14. Dezember 2017 | 05:26 Uhr

Wie viel Wasser braucht das Moor?

vom
Aus der Redaktion der Landeszeitung

Straßen nahe dem Wilden Moor werden in Mitleidenschaft gezogen / Kontroverse zwischen Landwirten und Tierschützern

Das Wilde Moor im Süden der Gemeinde Osterrönfeld umfasst 500 Hektar Grünland und Moorflächen. Im Laufe der letzten 35 Jahre sind unter der Regie des Unabhängigen Kuratoriums Landschaft Schleswig-Holstein (UKLSH) etwa 200 Hektar wiedervernässt worden. Ob dem Gebiet jetzt wieder Wasser entzogen werden soll, wird kontrovers diskutiert.

Die Gemeinde sorgt sich um den Zustand einer unbefestigten Straße, die durch den hohen Wasserstand im Moor dauerhaft gefährdet sein könnte. Diese Wege werden von Landwirten genutzt, um auf ihre Flächen zu gelangen. Private Eigner von Moorparzellen fordern, teils aus jagdlichen Interessen, eine Absenkung des Wasserspiegels.
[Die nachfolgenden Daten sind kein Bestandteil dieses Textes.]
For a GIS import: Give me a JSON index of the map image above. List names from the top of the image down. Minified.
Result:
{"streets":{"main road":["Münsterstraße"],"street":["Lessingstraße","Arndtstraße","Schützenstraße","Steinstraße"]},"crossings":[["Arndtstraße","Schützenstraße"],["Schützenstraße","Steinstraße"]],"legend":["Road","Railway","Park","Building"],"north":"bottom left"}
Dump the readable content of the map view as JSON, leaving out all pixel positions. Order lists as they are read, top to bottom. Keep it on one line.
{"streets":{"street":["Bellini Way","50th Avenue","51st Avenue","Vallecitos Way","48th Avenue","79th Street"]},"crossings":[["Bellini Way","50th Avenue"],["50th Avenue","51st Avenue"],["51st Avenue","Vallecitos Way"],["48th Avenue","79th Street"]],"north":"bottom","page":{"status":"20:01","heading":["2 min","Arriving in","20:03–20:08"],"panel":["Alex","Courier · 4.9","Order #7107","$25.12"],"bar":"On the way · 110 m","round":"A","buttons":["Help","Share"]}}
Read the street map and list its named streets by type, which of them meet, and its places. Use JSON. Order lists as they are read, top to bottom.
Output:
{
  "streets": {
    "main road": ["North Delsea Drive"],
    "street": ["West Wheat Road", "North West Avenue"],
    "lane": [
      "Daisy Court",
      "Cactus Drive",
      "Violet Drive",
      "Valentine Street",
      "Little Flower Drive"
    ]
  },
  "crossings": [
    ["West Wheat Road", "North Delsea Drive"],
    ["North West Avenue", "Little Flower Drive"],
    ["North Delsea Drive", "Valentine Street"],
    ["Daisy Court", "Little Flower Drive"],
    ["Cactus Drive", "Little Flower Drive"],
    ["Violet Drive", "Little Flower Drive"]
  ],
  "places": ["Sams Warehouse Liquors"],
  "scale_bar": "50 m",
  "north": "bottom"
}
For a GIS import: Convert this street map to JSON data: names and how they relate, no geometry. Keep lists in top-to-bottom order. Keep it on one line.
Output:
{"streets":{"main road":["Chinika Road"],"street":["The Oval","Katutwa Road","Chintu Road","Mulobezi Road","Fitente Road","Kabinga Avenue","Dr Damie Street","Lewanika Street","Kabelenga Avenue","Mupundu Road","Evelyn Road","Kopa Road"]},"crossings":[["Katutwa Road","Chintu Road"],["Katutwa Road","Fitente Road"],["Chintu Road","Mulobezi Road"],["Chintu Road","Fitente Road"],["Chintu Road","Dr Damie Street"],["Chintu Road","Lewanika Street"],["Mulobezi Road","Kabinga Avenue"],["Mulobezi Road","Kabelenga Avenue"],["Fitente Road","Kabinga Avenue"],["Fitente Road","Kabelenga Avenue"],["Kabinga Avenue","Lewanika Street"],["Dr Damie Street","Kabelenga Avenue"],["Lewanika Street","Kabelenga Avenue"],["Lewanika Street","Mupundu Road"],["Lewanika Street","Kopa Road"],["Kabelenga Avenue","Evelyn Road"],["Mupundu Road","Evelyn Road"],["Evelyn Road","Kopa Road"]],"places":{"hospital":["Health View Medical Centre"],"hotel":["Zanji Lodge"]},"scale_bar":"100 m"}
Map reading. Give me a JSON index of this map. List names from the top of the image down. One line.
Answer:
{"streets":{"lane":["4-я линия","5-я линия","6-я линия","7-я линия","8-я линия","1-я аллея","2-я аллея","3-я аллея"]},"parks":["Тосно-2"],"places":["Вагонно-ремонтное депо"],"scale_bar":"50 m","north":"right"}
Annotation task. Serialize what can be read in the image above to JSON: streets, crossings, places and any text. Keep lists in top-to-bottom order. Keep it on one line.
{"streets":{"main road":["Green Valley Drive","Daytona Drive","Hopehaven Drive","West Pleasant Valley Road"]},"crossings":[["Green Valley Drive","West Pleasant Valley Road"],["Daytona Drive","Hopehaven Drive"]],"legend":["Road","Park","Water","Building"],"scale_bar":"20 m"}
Naturschützer halten dagegen, dass durch eine Senkung des Wasserspiegels die Tier- und Pflanzenwelt beeinträchtigt werde.

Das Anliegen der Gemeinde sei, den Wegekörper der Moordämme zu erhalten, betonte Bürgermeister Bernd Sienknecht bei einem Ortstermin im Wilden Moor. Man wolle die Fahrstraßen durch das Moor stabiler machen. „Durch das Aufstauen des Wassers werden die Wege in Mitleidenschaft gezogen.“ Das führe dazu, dass immer wieder kostspielige Ausbesserungen nötig seien.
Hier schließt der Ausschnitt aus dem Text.